Describes a dinner he had at Dr. Singh’s home, where Sonia Gandhi and Rahul Gandhi were also present.

On Sonia Gandhi, he says she “listened more than she spoke, careful to give in to Singh when political issues arose, and often directed the conversation toward her son.”

He continues: “However, it was clear to me that his power was attributable to a cunning and energetic intelligence. As for Rahul, he seemed intelligent and serious, his good looks resembling that of his mother. He offered his thoughts on the future of progressive politics. , stopping occasionally to probe me on the details of my 2008 campaign. But there was an edgy, reportless quality to him, as if he were a student who had done coursework and was eager to impress the teacher but deep down he was lacking already. be it the aptitude or the passion to master the subject. “

Later, as he walked away, Obama writes, he wondered what would happen when Dr.

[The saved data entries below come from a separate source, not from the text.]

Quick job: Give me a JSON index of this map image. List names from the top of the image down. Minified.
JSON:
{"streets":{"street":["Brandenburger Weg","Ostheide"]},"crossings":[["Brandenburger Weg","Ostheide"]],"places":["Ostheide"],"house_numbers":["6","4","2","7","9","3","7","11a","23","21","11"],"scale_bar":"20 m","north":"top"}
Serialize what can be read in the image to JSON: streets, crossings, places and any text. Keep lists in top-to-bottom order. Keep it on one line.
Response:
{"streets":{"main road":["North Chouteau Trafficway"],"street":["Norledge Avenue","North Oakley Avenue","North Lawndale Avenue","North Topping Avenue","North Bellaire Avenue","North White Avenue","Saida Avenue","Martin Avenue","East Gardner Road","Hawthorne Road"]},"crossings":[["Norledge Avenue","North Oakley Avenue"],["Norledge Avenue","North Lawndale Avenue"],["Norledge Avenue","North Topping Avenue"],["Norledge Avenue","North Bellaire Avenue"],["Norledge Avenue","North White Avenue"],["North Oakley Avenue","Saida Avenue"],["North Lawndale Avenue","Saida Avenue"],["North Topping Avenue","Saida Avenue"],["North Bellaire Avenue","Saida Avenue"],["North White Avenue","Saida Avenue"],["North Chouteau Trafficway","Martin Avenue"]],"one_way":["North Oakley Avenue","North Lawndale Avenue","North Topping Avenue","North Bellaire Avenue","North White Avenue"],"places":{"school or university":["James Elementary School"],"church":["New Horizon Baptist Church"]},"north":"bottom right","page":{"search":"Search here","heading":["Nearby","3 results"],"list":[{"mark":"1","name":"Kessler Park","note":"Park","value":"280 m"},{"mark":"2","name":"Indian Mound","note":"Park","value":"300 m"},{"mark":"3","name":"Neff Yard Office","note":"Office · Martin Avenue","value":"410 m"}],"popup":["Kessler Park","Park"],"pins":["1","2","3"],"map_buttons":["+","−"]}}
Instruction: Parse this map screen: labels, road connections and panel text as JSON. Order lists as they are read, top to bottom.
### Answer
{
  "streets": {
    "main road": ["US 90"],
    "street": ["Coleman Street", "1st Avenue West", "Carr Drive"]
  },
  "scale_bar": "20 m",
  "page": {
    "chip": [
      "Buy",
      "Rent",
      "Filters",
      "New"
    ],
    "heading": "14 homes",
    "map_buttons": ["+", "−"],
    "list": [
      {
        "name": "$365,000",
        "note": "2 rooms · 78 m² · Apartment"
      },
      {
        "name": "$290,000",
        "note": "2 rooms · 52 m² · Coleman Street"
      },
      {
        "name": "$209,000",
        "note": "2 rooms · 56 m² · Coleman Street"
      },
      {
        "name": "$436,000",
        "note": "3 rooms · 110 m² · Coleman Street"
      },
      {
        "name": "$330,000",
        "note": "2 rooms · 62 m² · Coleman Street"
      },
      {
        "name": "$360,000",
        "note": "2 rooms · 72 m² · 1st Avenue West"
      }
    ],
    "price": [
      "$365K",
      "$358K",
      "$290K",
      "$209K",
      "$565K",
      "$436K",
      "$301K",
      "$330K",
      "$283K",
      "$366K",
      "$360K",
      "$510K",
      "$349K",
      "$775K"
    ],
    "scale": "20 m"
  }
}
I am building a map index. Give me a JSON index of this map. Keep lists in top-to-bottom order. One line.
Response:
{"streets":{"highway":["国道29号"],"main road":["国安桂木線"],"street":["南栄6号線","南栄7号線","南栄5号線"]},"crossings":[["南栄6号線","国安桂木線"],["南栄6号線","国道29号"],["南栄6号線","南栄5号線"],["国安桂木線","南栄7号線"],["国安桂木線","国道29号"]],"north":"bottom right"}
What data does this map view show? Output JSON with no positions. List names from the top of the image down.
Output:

Singh left office: “Would the baton be successfully passed to Rahul, fulfilling the destiny set by his mother and preserving the congressional Party’s dominance over the divisive nationalism that was promoted? by the BJP? “

“In a way, he had doubts. It was not Singh’s fault. He had done his part, following the playbook of liberal democracies in the post-Cold War world: uphold constitutional order; tend to day-to-day work, often technical, of boosting GDP, and expanding the social safety net.Like myself, I had come to believe that this was all that any of us could hope for from democracy, especially in large, multi-ethnic and multi-religious societies like India and It was not about revolutionary leaps or great cultural changes. revisions; not a solution for all social pathologies or lasting answers for those who seek a purpose and meaning in their lives. Only the observance of the rules that allowed us to solve or at least tolerate our differences, and government policies that raised living standards and improved education enough to moderate impulses more bottoms of humanity. “

Obama says he wondered if the impulses of “violence, greed, corruption, nationalism, racism and religious intolerance, the all too human desire to overcome our own uncertainty and mortality and sense of insignificance by subordinating others” were too strong for any democracy to contain. permanently. “Because they seemed to lurk everywhere, ready to resurface whenever growth rates stagnated or demographics changed or a charismatic leader chose to ride the wave of people’s fears and resentments,” he writes.